Aui wrote on 2025-05-15, 01:37:
Just is general - related to the system board - which components could fail before the memory ? For example, if the CPU is the cause of the problem, would I still get the memory error ?
(I am still thinking about getting a 487 FPU/CPU and trying that - is this a bad idea ? What about recapping - could that help ?
To get the mobo to beep any codes, and always the same ones in timely fashion rather than random noise, the following have to work:
1) Clock generators (CPU/FSB at the very least, RTC is another story)
2) CPU itself (except maybe some higer order address lines, but A31 must work)
3) BIOS ROM chip (it usually has a checksum it'll test, and that's a different error)
4) mobo chipset (though possibly not fully)
5) a lot of helper chips like bus amplifiers/muxes
So the BIOS ROM is 8-bit chip on these mobos but the way 486 CPU works all its data lines must be working, and be connected to mobo chipset, to fetch the code properly. Address lines (some of them) and the connection between RAMs and chipset is a separate thing, but there isn't much on your mobo and it looks clean and nice. Doesn't mean there can't be a micro-cracked via or a trace but that's not what I would expect. I don't think getting a rather rare 487 chip, or maybe DX2 ODP, will help you out (but if you want one, why not). Recapping shouldn't really affect anything either. These caps do dry out but rarely die completly, and I would expect the mobo to sometimes start or in general behave more randomly with dry caps, not always stopping on the same error. And you don't have L2 cache here so that's one less thing to worry about (if costing you some RAM performance).

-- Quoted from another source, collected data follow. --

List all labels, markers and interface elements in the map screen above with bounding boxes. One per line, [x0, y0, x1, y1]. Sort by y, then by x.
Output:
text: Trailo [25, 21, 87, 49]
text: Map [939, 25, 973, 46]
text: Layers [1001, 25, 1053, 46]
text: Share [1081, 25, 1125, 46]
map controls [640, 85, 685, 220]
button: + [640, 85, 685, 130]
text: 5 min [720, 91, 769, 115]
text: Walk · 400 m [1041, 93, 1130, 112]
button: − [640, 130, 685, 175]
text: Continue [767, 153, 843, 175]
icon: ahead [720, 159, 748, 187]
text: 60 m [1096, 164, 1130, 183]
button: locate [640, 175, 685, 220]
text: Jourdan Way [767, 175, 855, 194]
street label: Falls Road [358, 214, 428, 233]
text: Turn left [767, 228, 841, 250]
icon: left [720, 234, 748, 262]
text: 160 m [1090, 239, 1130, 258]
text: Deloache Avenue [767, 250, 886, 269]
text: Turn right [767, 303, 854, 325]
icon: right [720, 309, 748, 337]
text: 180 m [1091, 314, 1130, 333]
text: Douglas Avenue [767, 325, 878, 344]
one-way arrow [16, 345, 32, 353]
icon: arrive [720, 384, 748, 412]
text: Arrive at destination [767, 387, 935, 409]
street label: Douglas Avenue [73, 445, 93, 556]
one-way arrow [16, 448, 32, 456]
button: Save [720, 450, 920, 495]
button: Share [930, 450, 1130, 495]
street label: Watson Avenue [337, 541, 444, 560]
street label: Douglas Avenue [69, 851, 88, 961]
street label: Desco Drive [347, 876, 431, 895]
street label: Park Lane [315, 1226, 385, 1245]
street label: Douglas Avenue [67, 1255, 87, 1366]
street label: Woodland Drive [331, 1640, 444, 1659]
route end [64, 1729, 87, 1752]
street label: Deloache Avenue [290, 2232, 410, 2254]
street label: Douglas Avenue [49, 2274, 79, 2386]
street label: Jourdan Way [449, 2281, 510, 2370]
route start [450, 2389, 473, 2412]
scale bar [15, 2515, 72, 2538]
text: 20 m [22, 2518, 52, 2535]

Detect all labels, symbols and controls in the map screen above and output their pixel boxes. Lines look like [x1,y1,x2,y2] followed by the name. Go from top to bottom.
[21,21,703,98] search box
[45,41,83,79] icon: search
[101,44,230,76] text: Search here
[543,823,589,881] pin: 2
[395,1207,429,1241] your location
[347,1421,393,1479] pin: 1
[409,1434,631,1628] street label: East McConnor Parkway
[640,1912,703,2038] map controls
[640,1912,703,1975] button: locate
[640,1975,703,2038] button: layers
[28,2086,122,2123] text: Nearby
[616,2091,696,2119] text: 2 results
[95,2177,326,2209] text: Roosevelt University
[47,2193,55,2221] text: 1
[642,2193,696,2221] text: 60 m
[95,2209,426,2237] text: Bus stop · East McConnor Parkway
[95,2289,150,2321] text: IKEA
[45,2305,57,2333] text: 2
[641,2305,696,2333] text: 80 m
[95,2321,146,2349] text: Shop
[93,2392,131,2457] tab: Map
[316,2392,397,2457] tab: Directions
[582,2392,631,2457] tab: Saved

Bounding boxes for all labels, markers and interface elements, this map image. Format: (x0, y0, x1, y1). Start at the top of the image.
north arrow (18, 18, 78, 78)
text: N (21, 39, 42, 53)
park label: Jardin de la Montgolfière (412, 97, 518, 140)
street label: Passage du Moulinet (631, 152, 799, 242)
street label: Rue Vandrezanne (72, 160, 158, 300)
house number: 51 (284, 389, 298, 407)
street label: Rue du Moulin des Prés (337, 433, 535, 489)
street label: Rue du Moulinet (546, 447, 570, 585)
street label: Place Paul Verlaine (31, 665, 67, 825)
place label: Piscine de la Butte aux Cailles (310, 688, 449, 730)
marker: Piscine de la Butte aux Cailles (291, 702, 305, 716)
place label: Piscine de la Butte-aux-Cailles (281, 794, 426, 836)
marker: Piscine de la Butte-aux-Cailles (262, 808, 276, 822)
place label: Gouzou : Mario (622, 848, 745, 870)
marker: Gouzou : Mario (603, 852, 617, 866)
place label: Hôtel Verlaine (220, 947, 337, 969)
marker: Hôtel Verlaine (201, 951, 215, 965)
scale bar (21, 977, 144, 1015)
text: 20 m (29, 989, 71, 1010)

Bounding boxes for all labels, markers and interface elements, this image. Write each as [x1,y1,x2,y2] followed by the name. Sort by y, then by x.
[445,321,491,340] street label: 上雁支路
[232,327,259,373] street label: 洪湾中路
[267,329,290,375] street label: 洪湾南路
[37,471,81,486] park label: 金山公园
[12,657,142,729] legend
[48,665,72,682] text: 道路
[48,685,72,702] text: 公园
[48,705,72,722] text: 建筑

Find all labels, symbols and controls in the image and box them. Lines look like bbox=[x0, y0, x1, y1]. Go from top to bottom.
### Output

Since you mentioned recapping I assume you do have a soldering kit and know how to use it? Why not change these 0 ohm resistors on one of the sticks? That's what I would do, way cheaper then getting an approved IBM RAM apparently. Looking at the page it might just need one of these moved to the now empty spot. Again, do check it with a meter on the stick pins which resistor is which.
BTW did you check the mobo without any RAM? Does it beep in the same way?